··· DATA RECORDS ···

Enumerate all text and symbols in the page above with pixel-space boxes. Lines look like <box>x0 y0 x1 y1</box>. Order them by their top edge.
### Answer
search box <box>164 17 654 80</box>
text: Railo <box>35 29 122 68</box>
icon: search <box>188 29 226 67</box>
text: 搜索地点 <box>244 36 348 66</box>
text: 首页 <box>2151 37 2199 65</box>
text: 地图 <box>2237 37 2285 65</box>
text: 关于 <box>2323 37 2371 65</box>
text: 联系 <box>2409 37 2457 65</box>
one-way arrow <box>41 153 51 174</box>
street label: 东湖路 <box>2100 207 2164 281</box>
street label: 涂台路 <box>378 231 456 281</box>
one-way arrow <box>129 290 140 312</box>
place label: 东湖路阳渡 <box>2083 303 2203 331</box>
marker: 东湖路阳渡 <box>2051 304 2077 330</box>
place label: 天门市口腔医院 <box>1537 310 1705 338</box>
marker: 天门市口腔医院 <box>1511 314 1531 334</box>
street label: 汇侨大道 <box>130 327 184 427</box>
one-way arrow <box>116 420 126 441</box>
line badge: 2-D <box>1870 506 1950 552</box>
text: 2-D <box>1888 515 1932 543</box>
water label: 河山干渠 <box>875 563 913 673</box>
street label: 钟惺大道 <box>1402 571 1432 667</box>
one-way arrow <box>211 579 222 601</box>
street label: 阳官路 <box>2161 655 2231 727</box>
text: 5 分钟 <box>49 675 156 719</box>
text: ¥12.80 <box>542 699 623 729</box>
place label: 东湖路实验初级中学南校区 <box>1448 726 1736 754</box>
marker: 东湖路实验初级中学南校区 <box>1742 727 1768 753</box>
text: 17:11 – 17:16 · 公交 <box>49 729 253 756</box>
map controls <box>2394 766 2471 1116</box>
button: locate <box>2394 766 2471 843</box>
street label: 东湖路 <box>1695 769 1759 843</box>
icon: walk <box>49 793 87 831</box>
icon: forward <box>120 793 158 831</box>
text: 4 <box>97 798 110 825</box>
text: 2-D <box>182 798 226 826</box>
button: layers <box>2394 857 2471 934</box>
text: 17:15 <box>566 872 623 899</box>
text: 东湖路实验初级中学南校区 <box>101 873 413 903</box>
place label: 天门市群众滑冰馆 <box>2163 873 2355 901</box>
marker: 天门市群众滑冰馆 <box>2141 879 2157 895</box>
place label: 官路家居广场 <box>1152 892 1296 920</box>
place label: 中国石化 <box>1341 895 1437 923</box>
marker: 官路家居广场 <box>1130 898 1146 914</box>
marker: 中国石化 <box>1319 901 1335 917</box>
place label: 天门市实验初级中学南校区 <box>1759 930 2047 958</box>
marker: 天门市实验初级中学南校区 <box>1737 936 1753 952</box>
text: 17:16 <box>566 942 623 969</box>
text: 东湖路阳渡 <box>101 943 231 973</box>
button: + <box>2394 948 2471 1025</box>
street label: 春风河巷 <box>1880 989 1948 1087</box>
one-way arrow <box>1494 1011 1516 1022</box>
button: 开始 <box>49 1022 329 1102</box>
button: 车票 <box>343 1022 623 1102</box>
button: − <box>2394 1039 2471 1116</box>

···

## TASK ITEM
Write out all the records above one more time, exactly.

## YOUR SOLUTION
Enumerate all text and symbols in the page above with pixel-space boxes. Lines look like <box>x0 y0 x1 y1</box>. Order them by their top edge.
### Answer
search box <box>164 17 654 80</box>
text: Railo <box>35 29 122 68</box>
icon: search <box>188 29 226 67</box>
text: 搜索地点 <box>244 36 348 66</box>
text: 首页 <box>2151 37 2199 65</box>
text: 地图 <box>2237 37 2285 65</box>
text: 关于 <box>2323 37 2371 65</box>
text: 联系 <box>2409 37 2457 65</box>
one-way arrow <box>41 153 51 174</box>
street label: 东湖路 <box>2100 207 2164 281</box>
street label: 涂台路 <box>378 231 456 281</box>
one-way arrow <box>129 290 140 312</box>
place label: 东湖路阳渡 <box>2083 303 2203 331</box>
marker: 东湖路阳渡 <box>2051 304 2077 330</box>
place label: 天门市口腔医院 <box>1537 310 1705 338</box>
marker: 天门市口腔医院 <box>1511 314 1531 334</box>
street label: 汇侨大道 <box>130 327 184 427</box>
one-way arrow <box>116 420 126 441</box>
line badge: 2-D <box>1870 506 1950 552</box>
text: 2-D <box>1888 515 1932 543</box>
water label: 河山干渠 <box>875 563 913 673</box>
street label: 钟惺大道 <box>1402 571 1432 667</box>
one-way arrow <box>211 579 222 601</box>
street label: 阳官路 <box>2161 655 2231 727</box>
text: 5 分钟 <box>49 675 156 719</box>
text: ¥12.80 <box>542 699 623 729</box>
place label: 东湖路实验初级中学南校区 <box>1448 726 1736 754</box>
marker: 东湖路实验初级中学南校区 <box>1742 727 1768 753</box>
text: 17:11 – 17:16 · 公交 <box>49 729 253 756</box>
map controls <box>2394 766 2471 1116</box>
button: locate <box>2394 766 2471 843</box>
street label: 东湖路 <box>1695 769 1759 843</box>
icon: walk <box>49 793 87 831</box>
icon: forward <box>120 793 158 831</box>
text: 4 <box>97 798 110 825</box>
text: 2-D <box>182 798 226 826</box>
button: layers <box>2394 857 2471 934</box>
text: 17:15 <box>566 872 623 899</box>
text: 东湖路实验初级中学南校区 <box>101 873 413 903</box>
place label: 天门市群众滑冰馆 <box>2163 873 2355 901</box>
marker: 天门市群众滑冰馆 <box>2141 879 2157 895</box>
place label: 官路家居广场 <box>1152 892 1296 920</box>
place label: 中国石化 <box>1341 895 1437 923</box>
marker: 官路家居广场 <box>1130 898 1146 914</box>
marker: 中国石化 <box>1319 901 1335 917</box>
place label: 天门市实验初级中学南校区 <box>1759 930 2047 958</box>
marker: 天门市实验初级中学南校区 <box>1737 936 1753 952</box>
text: 17:16 <box>566 942 623 969</box>
text: 东湖路阳渡 <box>101 943 231 973</box>
button: + <box>2394 948 2471 1025</box>
street label: 春风河巷 <box>1880 989 1948 1087</box>
one-way arrow <box>1494 1011 1516 1022</box>
button: 开始 <box>49 1022 329 1102</box>
button: 车票 <box>343 1022 623 1102</box>
button: − <box>2394 1039 2471 1116</box>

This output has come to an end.